__DIRECTIONS__
Could you say how many lines in the records include "Тельмана"? Please give the number by itself.

[[ INFORMATION SUPPLIED, beginning ]]

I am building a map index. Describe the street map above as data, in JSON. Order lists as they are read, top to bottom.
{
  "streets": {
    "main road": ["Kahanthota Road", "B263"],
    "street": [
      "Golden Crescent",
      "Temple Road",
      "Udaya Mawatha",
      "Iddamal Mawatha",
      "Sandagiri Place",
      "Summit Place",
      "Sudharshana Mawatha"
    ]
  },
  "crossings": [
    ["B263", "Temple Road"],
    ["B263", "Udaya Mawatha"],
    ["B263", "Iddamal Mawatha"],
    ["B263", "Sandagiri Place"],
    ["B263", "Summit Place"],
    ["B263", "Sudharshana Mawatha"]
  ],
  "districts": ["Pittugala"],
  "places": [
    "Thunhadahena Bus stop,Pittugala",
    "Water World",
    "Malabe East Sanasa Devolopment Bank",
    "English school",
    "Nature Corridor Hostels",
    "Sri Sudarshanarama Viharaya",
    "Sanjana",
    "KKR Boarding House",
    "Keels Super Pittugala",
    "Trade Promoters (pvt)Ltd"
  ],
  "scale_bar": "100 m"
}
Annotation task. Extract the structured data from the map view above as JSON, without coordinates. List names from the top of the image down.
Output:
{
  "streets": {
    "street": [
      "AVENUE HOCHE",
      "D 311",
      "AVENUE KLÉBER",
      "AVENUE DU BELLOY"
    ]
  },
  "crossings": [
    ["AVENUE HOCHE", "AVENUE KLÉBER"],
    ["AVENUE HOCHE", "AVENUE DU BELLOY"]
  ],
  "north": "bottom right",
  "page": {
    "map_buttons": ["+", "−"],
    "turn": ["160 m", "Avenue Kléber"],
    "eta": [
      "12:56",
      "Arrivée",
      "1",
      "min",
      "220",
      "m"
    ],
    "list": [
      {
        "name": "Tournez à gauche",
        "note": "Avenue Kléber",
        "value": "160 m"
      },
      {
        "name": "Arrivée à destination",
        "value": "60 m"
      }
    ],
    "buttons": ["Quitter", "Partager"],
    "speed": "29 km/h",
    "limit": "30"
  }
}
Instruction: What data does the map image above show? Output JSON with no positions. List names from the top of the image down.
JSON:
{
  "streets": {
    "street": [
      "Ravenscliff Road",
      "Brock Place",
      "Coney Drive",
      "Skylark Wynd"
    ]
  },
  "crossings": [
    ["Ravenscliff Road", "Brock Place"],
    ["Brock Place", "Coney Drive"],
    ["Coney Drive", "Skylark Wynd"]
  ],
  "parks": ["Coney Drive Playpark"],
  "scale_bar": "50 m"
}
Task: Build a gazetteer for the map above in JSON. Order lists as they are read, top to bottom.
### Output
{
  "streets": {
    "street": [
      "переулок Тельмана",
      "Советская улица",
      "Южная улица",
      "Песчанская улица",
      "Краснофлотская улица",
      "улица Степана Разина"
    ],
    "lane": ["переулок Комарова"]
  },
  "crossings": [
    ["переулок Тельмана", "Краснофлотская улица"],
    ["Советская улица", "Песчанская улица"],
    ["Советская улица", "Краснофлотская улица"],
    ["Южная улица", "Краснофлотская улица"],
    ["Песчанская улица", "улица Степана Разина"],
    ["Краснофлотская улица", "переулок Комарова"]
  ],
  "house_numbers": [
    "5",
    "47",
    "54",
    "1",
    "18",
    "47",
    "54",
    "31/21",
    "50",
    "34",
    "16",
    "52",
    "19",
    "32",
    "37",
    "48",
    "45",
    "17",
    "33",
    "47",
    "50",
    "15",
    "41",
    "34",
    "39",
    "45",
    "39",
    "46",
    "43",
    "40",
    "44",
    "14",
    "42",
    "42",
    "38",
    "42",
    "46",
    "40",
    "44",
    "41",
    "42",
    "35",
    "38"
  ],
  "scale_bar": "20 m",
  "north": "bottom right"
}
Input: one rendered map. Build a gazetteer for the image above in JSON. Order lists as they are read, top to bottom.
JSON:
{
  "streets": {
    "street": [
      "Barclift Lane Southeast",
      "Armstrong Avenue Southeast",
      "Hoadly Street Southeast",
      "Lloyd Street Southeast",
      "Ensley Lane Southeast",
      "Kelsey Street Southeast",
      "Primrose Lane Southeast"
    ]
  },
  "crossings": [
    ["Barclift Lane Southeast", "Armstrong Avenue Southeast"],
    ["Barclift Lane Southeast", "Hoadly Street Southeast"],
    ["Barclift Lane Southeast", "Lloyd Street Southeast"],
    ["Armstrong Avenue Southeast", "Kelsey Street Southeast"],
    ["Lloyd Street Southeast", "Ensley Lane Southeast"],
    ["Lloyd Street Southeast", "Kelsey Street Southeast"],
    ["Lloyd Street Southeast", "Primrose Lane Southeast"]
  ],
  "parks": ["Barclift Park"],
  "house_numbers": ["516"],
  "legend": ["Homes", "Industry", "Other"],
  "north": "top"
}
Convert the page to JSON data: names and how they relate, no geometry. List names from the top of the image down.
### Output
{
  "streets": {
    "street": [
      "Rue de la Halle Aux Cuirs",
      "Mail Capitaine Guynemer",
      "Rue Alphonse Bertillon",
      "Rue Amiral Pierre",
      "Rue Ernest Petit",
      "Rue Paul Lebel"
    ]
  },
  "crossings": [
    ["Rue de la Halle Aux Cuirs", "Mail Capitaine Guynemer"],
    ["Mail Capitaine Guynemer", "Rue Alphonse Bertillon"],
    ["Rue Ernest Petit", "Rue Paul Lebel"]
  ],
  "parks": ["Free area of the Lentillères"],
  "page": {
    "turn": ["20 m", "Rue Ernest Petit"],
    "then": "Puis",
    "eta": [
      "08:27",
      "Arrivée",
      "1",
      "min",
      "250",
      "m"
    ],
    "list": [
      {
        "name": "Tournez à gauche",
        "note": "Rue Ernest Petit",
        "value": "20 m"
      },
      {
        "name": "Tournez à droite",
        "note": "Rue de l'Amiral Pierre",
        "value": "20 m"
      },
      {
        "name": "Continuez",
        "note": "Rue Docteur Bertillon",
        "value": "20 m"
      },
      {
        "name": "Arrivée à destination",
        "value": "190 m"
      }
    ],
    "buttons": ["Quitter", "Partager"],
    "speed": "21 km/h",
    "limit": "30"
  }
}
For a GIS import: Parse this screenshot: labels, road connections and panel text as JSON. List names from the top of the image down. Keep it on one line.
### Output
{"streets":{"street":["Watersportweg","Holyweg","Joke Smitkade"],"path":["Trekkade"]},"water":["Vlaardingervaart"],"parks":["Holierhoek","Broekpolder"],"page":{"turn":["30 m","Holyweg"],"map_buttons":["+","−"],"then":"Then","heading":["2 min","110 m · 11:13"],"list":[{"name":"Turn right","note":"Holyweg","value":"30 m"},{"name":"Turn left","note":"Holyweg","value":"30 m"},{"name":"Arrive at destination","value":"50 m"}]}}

[[ INFORMATION SUPPLIED, end ]]

__RESPONSE BELOW__
2